This is a checklist showing hundreds of leisure pursuits. Feel free to use this in any way you wish and you may need to add to it as new interests are emerging all the time.

There are several ways you might use this checklist.

INDIVIDUALS: Use the list to help students identify what they are already involved in and what they might like to try in the immediate future.

GROUPS: In a classroom setting the students can be asked questions that help them process the list in more detail. Which activities are indoor/outdoor, costly/cheap, teams/individuals, easy/difficult, available locally/not available.

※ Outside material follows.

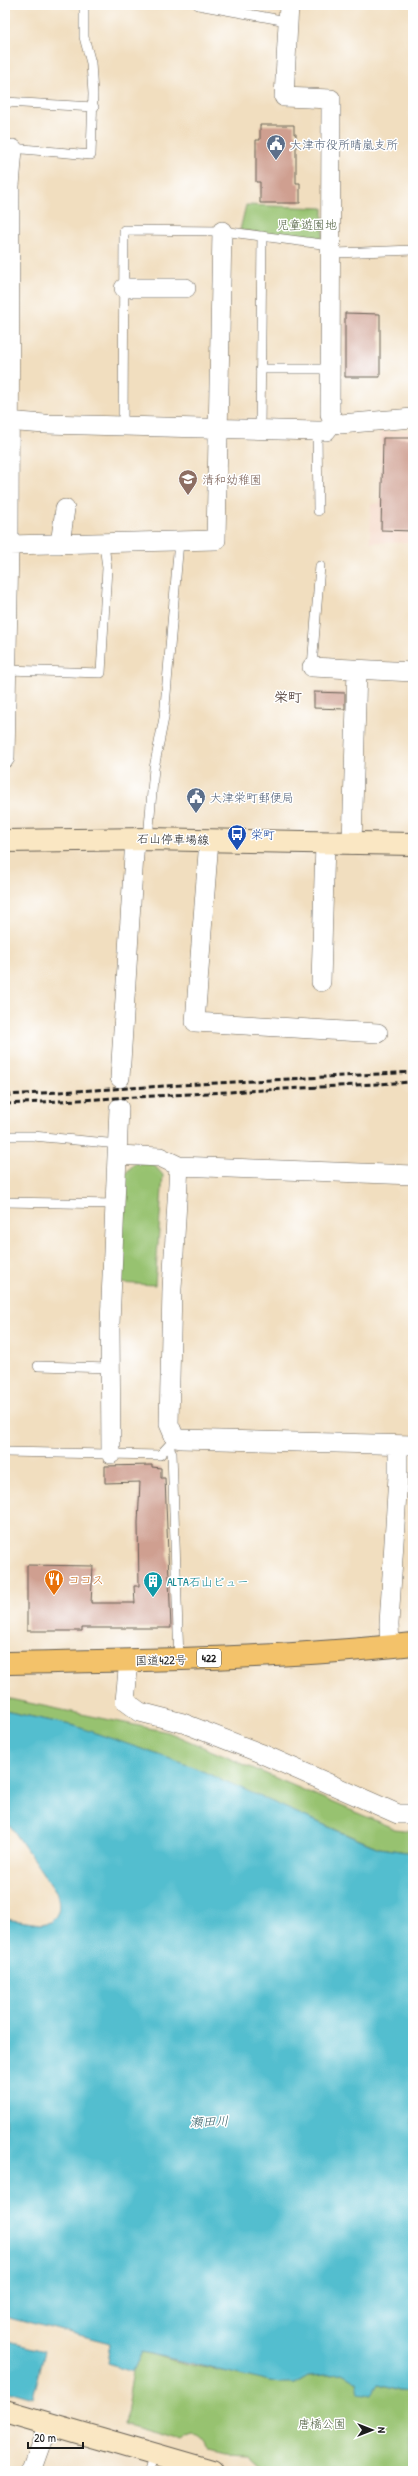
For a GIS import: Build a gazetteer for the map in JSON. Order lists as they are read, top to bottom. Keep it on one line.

When suggesting to people to try a new activity, keep it simple. Help them make a plan that has a 95% chance of succeeding. If more than one student is interested in trying the same new activity, they could work together as a team. Encourage them to use internet searches to find local clubs or experts.

I spent six years at school in Belfast back in the middle of the last century (honest), and even then they had the custom of organising a hobbies exhibition every two years. This was an amazing event and we would see hobbies that did not normally surface in the daily life of the school. I recall a group of senior students who used to launch small rockets near Lough Neagh and they measured the distance travelled using on-board transponders. The model railway enthusiasts used to bring in all their bits and pieces to make the biggest train layout I have ever seen. Now there’s an idea.

Why not try the checklist on yourself? This could be the start of a whole new area of interest.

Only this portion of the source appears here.